Asian immigration is transforming the Australian church and society, with migration from Asian countries occupying six of the ten largest groups moving to Australia. This phenomenon is transforming the Australian church. While most Australian churches are declining and aging, Asian Australian churches are young and growing. The end of white Australian Christianity is near. The future of the church is Asian.

As this increase in Australia’s Asian population continues to grow, we must investigate the cultural and societal impact on Australian society. Understanding how these immigrant Asian churches are engaged in ministry and how Asian women can have flourishing ministries in Australia is essential.

Our recent book Sunburnt Country, Sweeping Pains: The Experiences of Asian Australian Women in Ministry and Mission shares the stories of Asian Australian women as they experience inequality, racism, sexism, and stereotypes in ministry and mission. These women also talk about their joy and meaning in serving God’s church and world. This book examines 21,987 NCLS surveys, 36 detailed surveys, and 15 in-depth interviews with Asian Australian Christian women. These women share their stories of discrimination and efforts to bring change. They also offer proposals for a more equal, fair, and just Australian church.

The book relates how Asian immigrants in Australia experience racism, marginalisation, and discrimination from the dominant society, as they do in many other places, such as the United States. They are victims of myths such as being honorary whites or the model minority. These myths attempt to diminish their experiences of marginality, racism and discrimination with the supposed notions of economic and academic success – tangential or ascendant to whites. In such a context, it becomes especially difficult for Asian Australian women who experience sexism and racism to voice their stories and find status as leaders within and outside their ethnic communities.
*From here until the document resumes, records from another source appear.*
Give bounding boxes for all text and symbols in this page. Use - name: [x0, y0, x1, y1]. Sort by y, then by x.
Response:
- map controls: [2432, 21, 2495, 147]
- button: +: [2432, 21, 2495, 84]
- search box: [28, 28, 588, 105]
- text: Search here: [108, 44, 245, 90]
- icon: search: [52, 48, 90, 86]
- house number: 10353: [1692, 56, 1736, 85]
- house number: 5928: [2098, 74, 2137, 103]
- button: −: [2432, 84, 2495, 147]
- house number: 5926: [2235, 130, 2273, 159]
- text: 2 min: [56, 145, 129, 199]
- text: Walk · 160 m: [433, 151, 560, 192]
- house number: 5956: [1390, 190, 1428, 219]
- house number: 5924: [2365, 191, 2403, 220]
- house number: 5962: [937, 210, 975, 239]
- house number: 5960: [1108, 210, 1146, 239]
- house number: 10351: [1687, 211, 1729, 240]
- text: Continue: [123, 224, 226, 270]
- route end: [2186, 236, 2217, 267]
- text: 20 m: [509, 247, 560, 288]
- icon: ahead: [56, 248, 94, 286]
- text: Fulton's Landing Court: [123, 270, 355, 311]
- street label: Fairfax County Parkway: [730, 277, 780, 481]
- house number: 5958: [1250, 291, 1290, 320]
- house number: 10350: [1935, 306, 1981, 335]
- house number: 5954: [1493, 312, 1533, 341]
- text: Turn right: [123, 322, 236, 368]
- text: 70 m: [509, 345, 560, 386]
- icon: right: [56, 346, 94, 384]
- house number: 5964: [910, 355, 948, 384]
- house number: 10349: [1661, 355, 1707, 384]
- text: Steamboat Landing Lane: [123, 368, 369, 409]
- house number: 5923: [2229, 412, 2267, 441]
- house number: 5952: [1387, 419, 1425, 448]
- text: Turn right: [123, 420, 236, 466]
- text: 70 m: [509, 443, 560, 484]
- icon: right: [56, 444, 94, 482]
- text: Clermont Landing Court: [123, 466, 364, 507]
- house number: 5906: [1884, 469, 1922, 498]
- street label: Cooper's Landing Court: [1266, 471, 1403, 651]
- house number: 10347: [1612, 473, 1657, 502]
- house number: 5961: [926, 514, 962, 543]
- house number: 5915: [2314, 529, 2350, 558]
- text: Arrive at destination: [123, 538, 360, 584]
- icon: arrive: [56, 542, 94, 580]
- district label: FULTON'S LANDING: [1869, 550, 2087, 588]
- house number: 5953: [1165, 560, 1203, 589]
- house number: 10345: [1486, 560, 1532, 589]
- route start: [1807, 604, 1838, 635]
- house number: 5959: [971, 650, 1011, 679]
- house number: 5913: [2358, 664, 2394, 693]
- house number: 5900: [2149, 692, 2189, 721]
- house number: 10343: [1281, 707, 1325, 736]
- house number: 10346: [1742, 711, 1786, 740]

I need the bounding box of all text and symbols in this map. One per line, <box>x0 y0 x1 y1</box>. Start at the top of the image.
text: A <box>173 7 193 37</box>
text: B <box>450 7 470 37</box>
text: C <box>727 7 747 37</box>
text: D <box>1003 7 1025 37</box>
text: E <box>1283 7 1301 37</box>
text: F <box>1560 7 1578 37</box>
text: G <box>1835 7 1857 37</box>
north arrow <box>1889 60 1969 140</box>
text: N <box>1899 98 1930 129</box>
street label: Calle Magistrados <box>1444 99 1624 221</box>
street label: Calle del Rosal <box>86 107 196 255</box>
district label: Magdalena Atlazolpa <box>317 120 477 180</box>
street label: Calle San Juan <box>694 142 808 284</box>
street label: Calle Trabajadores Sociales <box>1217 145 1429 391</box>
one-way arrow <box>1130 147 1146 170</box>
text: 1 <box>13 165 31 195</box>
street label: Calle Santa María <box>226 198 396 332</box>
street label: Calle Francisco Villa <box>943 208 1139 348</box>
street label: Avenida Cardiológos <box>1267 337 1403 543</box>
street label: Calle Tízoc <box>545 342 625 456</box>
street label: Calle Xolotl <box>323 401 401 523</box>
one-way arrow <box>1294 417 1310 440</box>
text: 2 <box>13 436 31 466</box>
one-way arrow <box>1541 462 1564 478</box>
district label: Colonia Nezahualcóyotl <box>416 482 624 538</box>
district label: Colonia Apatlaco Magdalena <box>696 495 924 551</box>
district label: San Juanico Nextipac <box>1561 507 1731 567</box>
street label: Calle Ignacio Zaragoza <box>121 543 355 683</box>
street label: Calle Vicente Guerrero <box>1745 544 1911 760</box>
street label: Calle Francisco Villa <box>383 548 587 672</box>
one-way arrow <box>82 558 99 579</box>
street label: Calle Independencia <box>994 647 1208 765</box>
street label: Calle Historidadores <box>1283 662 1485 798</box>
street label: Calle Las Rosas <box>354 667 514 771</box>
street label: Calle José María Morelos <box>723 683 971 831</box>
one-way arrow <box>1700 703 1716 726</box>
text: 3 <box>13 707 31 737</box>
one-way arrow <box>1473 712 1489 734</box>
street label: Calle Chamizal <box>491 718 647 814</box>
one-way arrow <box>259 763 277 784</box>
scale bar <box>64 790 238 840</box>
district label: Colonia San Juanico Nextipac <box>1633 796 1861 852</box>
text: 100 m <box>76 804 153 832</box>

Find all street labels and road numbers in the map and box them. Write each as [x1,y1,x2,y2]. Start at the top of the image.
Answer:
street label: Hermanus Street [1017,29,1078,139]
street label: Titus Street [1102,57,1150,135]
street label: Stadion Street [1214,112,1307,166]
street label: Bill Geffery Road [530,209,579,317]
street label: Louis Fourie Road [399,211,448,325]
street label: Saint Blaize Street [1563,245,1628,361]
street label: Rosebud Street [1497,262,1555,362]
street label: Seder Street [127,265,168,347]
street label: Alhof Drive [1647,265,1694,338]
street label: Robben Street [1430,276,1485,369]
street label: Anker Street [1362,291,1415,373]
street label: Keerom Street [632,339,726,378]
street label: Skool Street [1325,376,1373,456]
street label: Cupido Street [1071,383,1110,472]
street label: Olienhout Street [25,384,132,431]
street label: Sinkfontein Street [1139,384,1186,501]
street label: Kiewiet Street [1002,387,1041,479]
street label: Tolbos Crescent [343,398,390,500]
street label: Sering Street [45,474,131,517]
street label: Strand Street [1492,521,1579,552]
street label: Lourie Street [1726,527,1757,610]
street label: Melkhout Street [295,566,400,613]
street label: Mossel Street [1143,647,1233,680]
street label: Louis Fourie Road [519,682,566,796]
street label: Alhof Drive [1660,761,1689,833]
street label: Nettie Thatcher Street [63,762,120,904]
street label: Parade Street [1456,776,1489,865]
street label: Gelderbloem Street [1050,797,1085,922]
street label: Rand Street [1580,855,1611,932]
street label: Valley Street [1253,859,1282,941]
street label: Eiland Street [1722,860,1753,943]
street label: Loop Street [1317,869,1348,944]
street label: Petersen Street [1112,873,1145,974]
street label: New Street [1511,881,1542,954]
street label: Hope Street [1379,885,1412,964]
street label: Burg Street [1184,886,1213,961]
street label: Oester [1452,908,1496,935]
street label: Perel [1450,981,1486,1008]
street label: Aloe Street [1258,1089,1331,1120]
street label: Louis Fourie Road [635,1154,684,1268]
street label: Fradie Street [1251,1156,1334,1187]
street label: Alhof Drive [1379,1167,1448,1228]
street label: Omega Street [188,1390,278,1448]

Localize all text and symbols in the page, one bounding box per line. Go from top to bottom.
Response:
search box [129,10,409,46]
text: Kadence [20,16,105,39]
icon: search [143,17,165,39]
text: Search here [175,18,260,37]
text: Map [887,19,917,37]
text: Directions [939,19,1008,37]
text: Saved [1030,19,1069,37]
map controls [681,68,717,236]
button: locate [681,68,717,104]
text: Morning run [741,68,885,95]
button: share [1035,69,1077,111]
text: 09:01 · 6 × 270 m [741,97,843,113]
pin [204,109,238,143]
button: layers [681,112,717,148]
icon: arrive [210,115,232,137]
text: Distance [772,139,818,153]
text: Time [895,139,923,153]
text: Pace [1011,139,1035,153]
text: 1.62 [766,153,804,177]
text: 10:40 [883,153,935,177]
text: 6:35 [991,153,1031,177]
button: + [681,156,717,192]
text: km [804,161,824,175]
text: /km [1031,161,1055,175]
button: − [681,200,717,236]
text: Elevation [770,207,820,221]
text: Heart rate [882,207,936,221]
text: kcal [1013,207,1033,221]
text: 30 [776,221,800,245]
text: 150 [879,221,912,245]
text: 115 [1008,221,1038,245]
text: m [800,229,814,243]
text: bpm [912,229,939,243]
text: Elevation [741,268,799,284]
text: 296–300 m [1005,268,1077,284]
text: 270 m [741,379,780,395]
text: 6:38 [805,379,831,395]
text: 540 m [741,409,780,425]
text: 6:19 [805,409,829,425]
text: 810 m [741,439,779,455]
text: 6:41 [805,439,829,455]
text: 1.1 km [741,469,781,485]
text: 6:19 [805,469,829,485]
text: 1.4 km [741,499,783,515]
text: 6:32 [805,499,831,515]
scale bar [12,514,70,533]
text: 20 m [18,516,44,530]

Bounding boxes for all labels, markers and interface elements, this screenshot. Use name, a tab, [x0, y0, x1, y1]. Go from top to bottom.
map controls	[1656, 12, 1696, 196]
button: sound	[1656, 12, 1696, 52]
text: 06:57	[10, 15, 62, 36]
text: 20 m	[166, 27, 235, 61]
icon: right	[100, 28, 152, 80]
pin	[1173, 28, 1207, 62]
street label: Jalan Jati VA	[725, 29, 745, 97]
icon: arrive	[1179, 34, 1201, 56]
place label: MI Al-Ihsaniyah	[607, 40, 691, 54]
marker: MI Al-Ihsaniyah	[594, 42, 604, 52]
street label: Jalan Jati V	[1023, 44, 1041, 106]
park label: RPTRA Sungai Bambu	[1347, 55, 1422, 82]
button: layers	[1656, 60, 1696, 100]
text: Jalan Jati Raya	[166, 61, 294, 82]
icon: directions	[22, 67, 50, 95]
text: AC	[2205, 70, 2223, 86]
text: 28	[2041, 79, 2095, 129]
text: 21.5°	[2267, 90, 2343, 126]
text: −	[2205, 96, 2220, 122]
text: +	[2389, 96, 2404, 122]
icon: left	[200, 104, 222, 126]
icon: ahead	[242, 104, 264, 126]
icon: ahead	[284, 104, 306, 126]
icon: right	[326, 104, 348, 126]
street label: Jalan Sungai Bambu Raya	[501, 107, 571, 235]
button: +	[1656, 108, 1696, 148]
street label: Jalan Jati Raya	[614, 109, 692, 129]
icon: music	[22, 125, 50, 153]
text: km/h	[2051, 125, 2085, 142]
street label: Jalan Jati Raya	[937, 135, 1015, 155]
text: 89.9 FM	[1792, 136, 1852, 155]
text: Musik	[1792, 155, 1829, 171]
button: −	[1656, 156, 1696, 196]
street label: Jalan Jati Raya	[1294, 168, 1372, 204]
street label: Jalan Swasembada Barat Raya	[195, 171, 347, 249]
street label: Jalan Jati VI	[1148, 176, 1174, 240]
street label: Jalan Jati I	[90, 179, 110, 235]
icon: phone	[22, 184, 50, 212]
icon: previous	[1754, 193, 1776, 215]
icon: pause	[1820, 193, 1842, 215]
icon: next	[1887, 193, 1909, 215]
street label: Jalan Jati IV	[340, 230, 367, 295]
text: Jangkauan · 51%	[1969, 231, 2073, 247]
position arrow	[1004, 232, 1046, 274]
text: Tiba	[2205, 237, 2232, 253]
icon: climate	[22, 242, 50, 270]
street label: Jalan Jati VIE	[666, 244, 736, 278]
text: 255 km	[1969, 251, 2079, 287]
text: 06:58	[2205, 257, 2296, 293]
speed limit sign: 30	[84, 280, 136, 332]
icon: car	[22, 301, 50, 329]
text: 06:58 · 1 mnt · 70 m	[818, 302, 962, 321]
Some Asian Australian women live under limiting restrictions of patriarchy found in the white Australian society and their Asian communities. As described in this book, patriarchy is sometimes embedded in Asian and majority-white churches and profoundly affects Asian Australian women. (We say “sometimes” because not all Asian or majority-white groups and churches are the same) Since patriarchy is deeply embedded in the life of the church and faith communities. It will take courage and determination to work towards a just and equitable church. The change will also require the communal effort of the church as a global institution. In this effort, Asian Australian women live in hope: hope given by Christ to those who hear and follow his word; hope that inspires and sustains; and hope that supports and guides in the effort to live by justice and establish equity in the Sunburnt Country.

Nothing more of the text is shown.